Task statement - Wherever a picture sits, omit it. Output the rest of the listing exactly.

Entries shown -
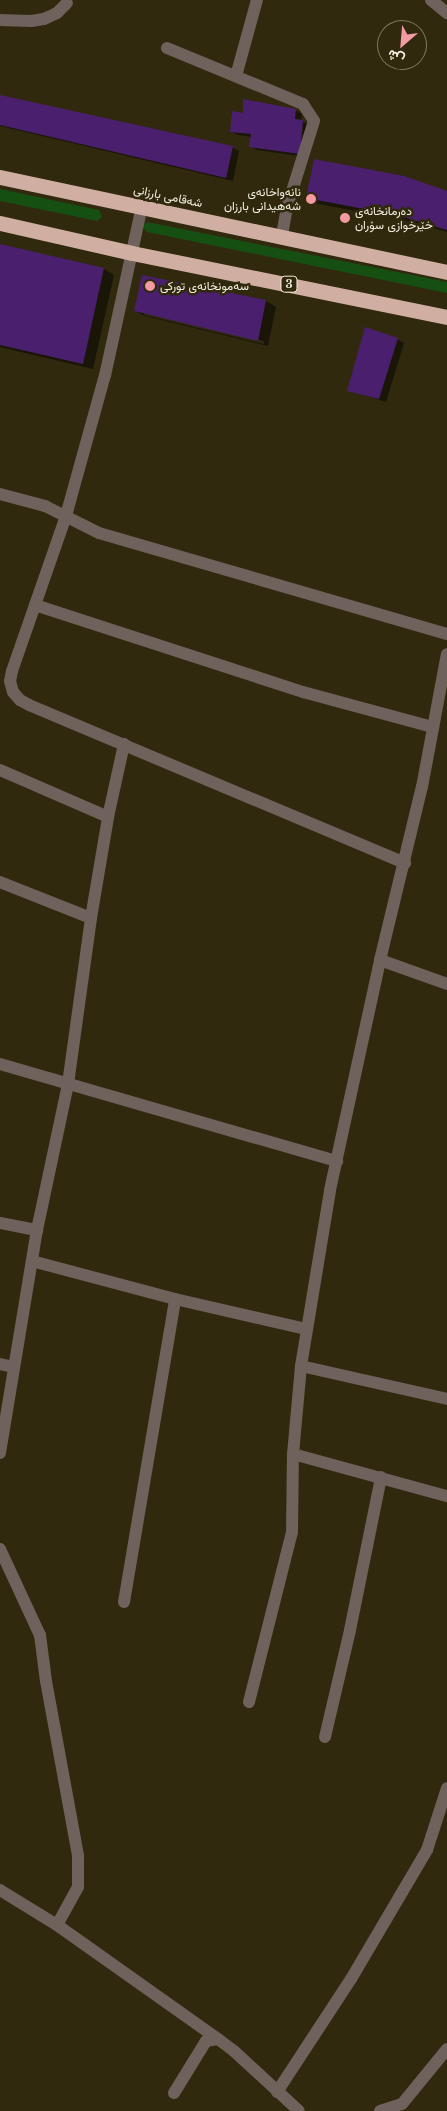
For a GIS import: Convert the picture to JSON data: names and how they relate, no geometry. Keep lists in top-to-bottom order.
{
  "streets": {
    "highway": ["شەقامی بارزانی", "3"]
  },
  "places": ["نانەواخانەی شەهیدانی بارزان", "دەرمانخانەی خێرخوازی سۆران", "سەمونخانەی تورکی"],
  "north": "bottom left"
}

Response below -
For a GIS import: Convert the picture to JSON data: names and how they relate, no geometry. Keep lists in top-to-bottom order.
{
  "streets": {
    "highway": ["شەقامی بارزانی", "3"]
  },
  "places": ["نانەواخانەی شەهیدانی بارزان", "دەرمانخانەی خێرخوازی سۆران", "سەمونخانەی تورکی"],
  "north": "bottom left"
}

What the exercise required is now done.